Consider the following sentence:
Did you know you can donate "stuff"?
"Stuff" in this case means "anything besides cash." It's the lead-in to an article informing users on a charity's website that they can gift things like stocks, bonds, vehicles, real estate, commodities, jewelry, and other non-cash assets.
The APA Style Guide says to put question marks:
- Inside, if question mark or exclamation point is part of quoted material
- Outside, if question mark or exclamation point is not part of quoted material
What makes me uncertain about my example sentence is that I'm not sure how to properly apply the "quoted material" test. It seems to me that the quote marks are being used here as scare quotes, to signal unusual usage, or perhaps it's nonstandard usage where a typographic change, like italicizing or bolding, would be more appropriate.
In any case, the bottom line is the quotes are not being used to denote "quoted material," at least in the sense of "material that is being quoted from elsewhere." This APA rule seems to be only addressing that type of quotation mark usage. So I'm not sure whether the question marks should go inside or outside the quote marks.
The simplest "solution" is to interpret "quoted material" to mean anything that is in quote marks, whether or not clearly a quote of content from another author or location. Is this an appropriate interpretation?
I'm particularly interested in references to reputable sources that address this question. Thank you!
Answer
The APA Style Guide is not a legal text trying to cover all bases in a final way. You are quoting the word stuff in the sense that you are putting quotation marks around it. Unless you are quoting the question Stuff?, the question mark is obviously not part of the quoted material.

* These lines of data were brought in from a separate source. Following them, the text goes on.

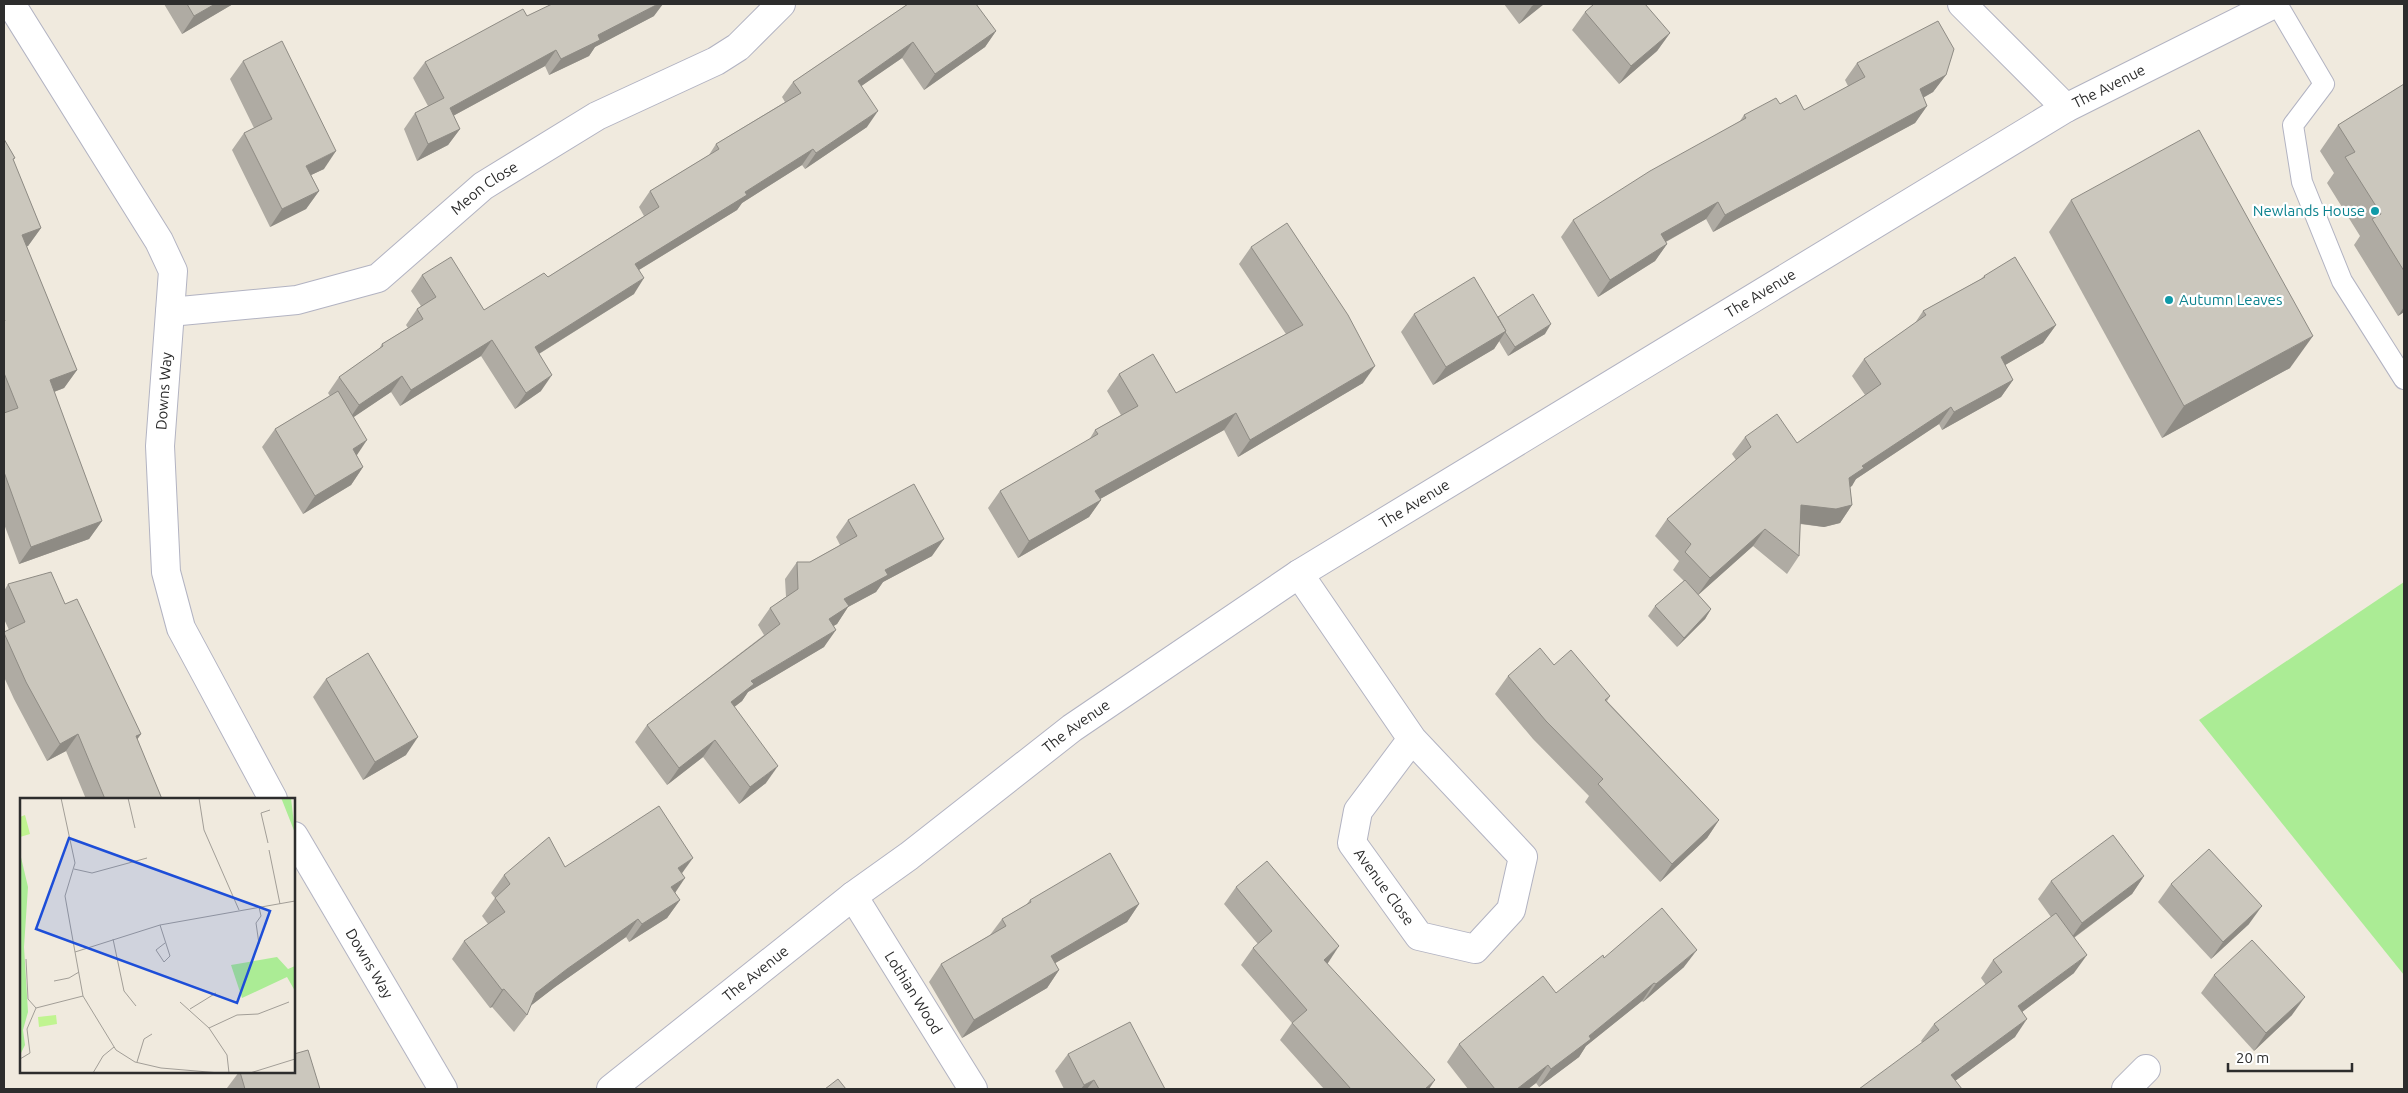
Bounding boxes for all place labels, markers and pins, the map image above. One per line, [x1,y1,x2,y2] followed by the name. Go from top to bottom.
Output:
[2253,202,2365,219] place label: Newlands House
[2369,205,2381,217] marker: Newlands House
[2179,291,2282,308] place label: Autumn Leaves
[2163,294,2175,306] marker: Autumn Leaves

Also, the APA Style Guide is only for dubious cases. Since there was never a typographic tradition of putting large punctuation such as question marks inside the quotation marks when they don't logically belong there, the question doesn't even arise for question marks in the first place and so naturally the APA Style Guide was not written with the intent of settling it. (The tradition of putting periods and commas inside the quotation marks was originally in order to put them closer to an alphabetic letter so as to protect the delicate (physical) letter/type/sort against breaking off. It is only by inertia that some style guides still require it now that the necessity no longer exists. To the extent that there is an optical problem, a thin negative space that could be applied automatically would be a better solution.) It's just an accident that the APA Style Guide can be interpreted so as to yield the correct result.